Unfortunately I do not find the inverse Laplace transform of \left ( \frac{1}{s^2+\omega ^2} \right ) in any table.

It is in the table. Look for $\frac{\omega}{s^2+\omega^2}$. Remember ω is just a constant here.

So it means I must perform the integral \frac{1}{2\pi i }\int _{\sigma -i \infty}^{\sigma + i \infty }e^{st}\frac{1}{s^2+\omega ^2 }ds. Any help for this is appreciated.

Edit: Let f(z)=\frac{e^{zt}}{z^2+\omega ^2}. I need to employ the residue theorem. The denominator can be rewritten into (z-i \omega )(z+i \omega). So the residue at z=i\omega is worth \lim _{z \to i \omega } \frac{e^{zt}}{z+i \omega }=\frac{e^{i \omega t }}{2i \omega}. While the residue at z=-i \omega is worth -\frac{e^{-i \omega t}}{2i \omega }.

So what do you get when you sum those and simplify?

 

[fluidistic]

It is in the table. Look for $\frac{\omega}{s^2+\omega^2}$. Remember ω is just a constant here.

Ok thanks! I'd rather look when I'm done, just for the surprise of getting a good result.

So what do you get when you sum those and simplify?

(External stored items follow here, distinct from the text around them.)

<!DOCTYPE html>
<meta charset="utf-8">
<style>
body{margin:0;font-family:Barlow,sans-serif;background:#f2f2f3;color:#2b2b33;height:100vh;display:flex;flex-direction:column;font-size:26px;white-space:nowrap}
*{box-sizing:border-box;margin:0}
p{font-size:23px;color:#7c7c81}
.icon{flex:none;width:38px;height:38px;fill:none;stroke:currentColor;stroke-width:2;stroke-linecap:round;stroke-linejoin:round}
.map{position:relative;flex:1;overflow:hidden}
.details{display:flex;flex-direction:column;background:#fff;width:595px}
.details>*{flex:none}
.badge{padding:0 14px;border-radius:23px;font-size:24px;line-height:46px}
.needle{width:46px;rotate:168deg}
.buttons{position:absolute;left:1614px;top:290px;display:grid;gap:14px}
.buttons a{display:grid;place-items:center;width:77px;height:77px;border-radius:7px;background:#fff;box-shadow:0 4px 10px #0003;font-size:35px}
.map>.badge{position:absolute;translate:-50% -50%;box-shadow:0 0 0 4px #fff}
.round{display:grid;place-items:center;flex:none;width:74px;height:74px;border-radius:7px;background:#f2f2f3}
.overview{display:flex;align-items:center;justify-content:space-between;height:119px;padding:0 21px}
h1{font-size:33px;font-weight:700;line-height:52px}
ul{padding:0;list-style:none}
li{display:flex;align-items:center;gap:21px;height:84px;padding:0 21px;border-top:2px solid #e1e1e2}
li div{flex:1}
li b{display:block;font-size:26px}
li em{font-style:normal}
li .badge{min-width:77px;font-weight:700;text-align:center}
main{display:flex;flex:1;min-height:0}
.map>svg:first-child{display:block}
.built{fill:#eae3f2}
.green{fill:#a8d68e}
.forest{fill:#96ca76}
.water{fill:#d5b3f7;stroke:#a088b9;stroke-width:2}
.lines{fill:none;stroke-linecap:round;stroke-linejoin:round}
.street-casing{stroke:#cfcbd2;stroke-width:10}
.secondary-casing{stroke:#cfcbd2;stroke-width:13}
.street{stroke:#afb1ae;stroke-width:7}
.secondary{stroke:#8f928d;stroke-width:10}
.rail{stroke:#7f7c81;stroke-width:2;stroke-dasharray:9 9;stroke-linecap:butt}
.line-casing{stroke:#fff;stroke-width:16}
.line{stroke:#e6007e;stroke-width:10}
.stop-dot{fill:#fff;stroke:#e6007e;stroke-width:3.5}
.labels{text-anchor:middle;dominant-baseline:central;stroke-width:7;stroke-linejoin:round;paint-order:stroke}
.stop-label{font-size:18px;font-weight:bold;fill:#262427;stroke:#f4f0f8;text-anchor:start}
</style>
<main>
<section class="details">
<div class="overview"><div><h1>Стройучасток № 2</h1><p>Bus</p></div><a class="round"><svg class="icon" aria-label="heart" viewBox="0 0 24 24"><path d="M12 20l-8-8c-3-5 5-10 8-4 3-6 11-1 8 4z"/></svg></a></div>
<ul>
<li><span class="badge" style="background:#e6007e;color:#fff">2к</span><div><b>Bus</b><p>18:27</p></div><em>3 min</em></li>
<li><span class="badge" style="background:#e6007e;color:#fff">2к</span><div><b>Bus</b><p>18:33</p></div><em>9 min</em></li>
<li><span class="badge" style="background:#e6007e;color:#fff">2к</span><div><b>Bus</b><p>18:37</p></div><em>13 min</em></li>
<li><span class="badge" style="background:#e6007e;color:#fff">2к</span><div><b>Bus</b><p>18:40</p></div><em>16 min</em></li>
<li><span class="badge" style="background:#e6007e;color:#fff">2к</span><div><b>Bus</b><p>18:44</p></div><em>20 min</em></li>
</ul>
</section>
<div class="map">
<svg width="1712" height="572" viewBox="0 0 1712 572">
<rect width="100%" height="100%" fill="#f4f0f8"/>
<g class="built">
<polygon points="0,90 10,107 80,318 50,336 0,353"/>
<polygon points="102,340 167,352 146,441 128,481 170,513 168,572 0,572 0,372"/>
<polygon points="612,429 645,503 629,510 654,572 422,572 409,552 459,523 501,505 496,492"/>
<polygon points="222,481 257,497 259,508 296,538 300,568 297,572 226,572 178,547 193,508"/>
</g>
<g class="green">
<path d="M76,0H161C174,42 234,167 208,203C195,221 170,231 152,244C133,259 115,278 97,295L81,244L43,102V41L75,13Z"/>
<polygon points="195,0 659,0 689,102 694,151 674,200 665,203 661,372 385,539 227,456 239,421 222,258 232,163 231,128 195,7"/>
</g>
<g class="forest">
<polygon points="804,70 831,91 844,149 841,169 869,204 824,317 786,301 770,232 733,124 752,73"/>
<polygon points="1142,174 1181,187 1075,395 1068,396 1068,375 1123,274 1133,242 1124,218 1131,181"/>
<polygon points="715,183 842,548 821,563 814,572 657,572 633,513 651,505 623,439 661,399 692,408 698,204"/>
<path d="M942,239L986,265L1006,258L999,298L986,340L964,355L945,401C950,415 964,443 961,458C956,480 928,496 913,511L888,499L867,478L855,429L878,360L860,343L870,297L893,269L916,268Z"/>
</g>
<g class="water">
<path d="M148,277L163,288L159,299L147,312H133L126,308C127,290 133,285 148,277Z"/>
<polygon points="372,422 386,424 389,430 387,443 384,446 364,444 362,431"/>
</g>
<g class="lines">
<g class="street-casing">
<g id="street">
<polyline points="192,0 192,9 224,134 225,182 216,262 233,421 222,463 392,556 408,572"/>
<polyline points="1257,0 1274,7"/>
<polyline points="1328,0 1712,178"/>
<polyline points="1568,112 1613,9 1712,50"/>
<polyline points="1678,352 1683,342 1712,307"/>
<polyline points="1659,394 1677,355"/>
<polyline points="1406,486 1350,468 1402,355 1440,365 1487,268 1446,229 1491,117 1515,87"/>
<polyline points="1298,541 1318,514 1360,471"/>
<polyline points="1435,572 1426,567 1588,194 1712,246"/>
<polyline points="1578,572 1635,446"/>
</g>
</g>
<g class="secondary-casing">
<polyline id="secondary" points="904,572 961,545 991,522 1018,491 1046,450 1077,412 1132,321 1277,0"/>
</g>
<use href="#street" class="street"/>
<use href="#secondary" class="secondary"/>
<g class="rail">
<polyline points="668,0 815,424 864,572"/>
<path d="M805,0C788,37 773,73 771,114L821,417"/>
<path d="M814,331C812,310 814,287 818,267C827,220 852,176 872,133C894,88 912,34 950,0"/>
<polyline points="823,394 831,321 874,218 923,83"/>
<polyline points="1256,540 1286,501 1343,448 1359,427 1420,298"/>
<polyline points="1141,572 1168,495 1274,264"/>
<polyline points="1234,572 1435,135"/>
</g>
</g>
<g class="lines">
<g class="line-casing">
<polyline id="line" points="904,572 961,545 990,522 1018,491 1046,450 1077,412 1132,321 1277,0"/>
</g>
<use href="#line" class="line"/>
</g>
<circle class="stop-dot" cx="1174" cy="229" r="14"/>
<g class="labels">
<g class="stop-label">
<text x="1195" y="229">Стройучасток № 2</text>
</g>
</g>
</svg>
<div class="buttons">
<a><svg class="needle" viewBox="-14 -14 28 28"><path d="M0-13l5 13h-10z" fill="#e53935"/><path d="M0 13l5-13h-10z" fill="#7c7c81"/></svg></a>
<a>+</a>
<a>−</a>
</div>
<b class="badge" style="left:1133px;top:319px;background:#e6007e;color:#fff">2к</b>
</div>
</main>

What I had done is \mathbb{L ^{-1}} \left ( \frac{1}{s^2+\omega ^2} \right )=\frac{1}{2\pi i }\int _{\sigma -i \infty}^{\sigma + i \infty }e^{st}\frac{1}{s^2+\omega ^2 }ds. When performing the complex integral, I had that it's worth 2\pi i \sum _i res f(z). So that the 2 \pi i's terms cancel out. So that the inverse LT of \frac{1}{s^2+\omega^2} should be just what you said, the sum of the residues. This gave me \frac{i}{2\omega } (e^{i\omega t }-e^{-i \omega t })=\frac{i \sin (\omega t)}{\omega}.

Therefore y(t)=f(t)*\frac{i\sin (\omega t )}{\omega}=\int _0 ^t f(t-\tau )i \frac{\sin (\omega \tau)}{\omega}d\tau.
Does this look possible? I'm going to check out the table.

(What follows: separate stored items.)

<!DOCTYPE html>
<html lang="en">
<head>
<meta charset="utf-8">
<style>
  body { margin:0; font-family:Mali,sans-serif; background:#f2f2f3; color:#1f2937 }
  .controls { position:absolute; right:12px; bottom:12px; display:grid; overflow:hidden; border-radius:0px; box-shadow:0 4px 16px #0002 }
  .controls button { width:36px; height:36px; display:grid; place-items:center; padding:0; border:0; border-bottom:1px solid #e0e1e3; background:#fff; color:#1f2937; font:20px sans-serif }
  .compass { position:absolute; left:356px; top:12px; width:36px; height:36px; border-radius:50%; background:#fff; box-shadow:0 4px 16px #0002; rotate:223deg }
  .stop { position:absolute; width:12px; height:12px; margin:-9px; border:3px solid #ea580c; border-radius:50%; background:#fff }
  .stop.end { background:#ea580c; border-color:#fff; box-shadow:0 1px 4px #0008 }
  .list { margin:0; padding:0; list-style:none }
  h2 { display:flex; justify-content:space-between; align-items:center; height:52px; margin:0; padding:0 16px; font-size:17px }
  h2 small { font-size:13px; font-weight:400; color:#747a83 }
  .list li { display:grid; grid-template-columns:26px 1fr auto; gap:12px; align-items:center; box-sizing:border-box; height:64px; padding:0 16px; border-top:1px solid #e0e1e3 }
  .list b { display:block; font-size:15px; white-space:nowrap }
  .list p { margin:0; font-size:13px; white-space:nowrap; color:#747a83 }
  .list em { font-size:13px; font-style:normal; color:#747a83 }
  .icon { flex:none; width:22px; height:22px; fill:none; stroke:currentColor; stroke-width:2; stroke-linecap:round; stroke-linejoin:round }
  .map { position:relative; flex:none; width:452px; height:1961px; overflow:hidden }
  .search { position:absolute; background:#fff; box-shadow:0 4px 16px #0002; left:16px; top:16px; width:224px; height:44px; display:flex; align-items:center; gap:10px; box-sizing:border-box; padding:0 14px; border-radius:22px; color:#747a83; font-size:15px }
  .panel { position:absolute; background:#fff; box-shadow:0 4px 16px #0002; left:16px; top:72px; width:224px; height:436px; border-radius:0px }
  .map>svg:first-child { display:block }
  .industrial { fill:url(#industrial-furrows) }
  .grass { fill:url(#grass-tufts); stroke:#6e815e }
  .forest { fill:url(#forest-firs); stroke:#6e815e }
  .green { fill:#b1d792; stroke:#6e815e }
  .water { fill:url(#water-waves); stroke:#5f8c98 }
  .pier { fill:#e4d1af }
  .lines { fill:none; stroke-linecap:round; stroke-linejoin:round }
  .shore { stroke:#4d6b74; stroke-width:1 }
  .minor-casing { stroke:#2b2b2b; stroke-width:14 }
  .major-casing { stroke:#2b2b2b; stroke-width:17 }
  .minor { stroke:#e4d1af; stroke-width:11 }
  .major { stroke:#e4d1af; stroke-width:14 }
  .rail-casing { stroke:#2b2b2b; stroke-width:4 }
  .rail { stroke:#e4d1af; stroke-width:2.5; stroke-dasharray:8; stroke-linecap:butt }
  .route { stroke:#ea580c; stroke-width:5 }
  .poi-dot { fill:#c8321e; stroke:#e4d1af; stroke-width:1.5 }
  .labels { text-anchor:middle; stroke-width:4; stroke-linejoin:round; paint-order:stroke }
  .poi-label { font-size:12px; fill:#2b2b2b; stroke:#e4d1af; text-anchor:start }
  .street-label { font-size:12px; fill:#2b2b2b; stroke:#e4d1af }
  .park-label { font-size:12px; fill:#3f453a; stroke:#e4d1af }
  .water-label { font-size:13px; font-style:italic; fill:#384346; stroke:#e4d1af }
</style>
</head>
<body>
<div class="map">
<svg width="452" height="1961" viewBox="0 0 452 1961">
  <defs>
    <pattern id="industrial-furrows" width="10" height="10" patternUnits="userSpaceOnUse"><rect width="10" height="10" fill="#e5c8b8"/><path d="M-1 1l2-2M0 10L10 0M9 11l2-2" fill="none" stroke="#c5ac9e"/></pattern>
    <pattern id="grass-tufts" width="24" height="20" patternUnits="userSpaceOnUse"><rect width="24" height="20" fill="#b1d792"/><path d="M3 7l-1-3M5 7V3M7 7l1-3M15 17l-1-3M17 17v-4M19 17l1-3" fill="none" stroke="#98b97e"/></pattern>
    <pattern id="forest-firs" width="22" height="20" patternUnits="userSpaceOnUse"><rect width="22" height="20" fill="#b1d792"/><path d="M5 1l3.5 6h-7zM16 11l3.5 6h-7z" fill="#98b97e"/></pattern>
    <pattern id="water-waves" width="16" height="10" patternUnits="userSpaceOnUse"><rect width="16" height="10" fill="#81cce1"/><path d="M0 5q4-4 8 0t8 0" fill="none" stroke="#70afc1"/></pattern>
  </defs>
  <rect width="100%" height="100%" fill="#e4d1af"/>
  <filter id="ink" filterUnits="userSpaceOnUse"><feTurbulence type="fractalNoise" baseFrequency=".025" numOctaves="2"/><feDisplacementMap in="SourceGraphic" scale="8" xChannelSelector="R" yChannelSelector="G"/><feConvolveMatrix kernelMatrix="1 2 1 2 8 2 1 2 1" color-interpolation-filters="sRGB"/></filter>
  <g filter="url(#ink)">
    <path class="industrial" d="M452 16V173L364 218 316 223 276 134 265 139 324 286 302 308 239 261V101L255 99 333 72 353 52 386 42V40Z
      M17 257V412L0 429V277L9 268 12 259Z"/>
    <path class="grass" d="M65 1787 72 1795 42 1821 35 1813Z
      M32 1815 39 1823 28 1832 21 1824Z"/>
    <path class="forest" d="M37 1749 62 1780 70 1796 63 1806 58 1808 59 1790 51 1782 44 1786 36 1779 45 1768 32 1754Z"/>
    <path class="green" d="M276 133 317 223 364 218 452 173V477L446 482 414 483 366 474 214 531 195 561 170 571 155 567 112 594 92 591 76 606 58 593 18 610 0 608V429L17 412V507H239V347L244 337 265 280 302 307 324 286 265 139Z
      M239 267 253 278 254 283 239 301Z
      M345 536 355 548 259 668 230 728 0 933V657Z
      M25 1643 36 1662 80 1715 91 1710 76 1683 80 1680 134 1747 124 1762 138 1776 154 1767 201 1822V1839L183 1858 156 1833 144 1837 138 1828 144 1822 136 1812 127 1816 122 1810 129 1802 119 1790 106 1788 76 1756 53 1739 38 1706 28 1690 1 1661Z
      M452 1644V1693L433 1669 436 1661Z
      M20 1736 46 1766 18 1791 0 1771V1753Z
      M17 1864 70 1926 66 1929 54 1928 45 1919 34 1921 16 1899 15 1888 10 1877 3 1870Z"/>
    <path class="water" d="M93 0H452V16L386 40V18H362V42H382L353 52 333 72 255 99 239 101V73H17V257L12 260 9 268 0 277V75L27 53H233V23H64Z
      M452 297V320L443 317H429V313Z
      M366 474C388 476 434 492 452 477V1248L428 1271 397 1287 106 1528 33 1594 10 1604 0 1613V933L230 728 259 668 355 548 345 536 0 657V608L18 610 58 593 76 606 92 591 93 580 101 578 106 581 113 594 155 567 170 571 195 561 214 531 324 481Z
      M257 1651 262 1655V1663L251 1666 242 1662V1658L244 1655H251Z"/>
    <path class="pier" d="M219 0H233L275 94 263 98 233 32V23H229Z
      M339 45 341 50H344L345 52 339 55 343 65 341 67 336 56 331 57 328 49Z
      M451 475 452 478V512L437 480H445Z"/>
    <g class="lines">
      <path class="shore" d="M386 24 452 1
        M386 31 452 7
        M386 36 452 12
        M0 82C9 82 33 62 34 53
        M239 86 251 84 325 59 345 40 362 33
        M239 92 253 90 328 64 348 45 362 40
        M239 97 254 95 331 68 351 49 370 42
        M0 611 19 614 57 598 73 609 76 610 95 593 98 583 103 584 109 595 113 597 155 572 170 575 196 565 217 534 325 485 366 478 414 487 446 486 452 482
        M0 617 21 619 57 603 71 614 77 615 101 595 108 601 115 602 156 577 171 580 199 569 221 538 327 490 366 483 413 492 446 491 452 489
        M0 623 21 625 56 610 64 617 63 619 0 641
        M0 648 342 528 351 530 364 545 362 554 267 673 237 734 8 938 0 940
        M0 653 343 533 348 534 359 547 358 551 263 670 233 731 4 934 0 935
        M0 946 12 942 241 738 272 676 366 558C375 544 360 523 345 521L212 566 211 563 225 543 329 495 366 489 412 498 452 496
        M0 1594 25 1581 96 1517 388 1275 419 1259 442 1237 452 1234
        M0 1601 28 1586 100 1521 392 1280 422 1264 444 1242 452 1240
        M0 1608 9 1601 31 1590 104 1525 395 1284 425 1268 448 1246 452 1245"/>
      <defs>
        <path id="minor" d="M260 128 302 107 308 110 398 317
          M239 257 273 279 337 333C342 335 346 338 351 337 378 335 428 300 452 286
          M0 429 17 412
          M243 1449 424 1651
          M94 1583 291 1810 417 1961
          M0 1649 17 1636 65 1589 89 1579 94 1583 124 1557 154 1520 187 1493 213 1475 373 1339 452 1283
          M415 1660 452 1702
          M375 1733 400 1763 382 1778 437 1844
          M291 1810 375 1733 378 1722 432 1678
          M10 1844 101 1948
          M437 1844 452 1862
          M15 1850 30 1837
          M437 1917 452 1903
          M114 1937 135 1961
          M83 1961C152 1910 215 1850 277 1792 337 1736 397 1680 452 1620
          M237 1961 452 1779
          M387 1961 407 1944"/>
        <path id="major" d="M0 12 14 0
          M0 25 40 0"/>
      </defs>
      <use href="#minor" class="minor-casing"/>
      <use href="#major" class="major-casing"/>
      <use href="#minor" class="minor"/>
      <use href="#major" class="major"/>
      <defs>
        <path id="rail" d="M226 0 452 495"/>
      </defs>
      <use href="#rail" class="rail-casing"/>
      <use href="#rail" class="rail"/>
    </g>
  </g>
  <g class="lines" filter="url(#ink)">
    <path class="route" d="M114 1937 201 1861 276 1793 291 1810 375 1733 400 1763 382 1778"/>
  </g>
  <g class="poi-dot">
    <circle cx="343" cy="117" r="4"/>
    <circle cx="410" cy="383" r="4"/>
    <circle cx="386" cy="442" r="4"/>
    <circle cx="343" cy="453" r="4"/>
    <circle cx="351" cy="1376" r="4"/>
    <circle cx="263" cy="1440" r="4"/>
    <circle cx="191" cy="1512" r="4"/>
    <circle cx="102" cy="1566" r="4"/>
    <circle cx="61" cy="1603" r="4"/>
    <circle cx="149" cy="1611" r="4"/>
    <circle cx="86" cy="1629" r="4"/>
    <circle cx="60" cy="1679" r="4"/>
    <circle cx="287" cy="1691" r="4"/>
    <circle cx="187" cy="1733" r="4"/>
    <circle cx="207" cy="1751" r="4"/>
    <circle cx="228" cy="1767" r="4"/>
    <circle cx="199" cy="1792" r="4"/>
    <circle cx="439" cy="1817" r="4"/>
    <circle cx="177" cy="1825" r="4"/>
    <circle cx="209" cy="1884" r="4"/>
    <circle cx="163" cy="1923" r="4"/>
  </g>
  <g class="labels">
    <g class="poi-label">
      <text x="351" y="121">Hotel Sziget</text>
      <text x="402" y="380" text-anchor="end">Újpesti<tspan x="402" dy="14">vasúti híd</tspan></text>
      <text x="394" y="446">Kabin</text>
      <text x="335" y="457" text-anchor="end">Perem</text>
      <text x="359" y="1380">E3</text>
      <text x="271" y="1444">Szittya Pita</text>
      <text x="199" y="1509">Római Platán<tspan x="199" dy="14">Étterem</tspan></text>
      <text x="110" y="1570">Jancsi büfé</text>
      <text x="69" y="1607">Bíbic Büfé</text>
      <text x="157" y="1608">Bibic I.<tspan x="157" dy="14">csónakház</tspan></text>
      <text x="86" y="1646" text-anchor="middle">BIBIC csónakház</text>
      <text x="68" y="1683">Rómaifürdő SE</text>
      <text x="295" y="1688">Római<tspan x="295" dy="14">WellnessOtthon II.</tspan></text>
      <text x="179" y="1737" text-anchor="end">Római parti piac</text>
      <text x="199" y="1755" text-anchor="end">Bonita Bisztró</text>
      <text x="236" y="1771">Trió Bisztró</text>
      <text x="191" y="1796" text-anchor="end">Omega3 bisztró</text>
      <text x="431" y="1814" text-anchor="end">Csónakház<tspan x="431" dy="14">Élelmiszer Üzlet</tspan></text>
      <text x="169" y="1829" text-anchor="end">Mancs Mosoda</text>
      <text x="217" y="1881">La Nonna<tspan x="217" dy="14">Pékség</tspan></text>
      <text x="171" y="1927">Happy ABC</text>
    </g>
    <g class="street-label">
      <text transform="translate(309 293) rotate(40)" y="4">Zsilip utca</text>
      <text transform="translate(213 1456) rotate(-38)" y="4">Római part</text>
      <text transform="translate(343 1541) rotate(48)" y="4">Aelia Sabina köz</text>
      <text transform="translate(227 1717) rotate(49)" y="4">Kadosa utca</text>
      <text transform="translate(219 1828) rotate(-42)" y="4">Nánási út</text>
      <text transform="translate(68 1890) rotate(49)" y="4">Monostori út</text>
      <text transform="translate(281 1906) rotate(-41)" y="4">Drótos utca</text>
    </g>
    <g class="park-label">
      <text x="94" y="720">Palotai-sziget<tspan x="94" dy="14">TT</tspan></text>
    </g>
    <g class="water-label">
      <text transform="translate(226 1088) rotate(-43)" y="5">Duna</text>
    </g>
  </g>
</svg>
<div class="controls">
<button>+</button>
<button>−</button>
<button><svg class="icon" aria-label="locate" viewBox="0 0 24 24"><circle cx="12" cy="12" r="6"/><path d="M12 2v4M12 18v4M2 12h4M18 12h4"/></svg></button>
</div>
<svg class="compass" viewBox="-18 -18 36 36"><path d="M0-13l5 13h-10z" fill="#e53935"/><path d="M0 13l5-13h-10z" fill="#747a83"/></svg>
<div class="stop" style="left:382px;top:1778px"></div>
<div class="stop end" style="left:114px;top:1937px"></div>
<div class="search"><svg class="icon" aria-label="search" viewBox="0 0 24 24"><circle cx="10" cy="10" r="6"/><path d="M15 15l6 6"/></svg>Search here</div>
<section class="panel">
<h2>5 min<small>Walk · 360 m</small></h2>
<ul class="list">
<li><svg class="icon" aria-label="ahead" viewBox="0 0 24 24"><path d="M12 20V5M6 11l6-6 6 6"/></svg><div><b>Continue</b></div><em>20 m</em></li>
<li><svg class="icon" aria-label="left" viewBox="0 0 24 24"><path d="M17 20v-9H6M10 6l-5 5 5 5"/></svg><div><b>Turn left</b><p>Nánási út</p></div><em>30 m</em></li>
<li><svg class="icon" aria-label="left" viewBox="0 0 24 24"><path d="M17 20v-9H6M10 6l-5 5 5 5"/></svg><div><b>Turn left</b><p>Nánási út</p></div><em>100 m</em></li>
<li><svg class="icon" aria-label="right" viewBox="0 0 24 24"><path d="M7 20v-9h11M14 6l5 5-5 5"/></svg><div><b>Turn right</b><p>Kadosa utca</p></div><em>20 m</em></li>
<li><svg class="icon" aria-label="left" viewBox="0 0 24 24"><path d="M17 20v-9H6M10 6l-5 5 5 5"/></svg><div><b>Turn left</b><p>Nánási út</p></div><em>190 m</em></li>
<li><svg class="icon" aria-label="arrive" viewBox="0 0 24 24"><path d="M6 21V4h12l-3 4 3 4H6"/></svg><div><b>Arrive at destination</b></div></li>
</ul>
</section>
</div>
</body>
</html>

Edit: I'm wrong it seems. I should have found \frac{\sin (\omega t )}{\omega}?

 

[vela]

Yeah, sine has an i in the denominator, so you should have just left it down there. Other than that extra factor of i, your results look good.

 

[fluidistic]

Yeah, sine has an i in the denominator, so you should have just left it down there. Other than that extra factor of i, your results look good.

Thank you vela, I found out the mistake.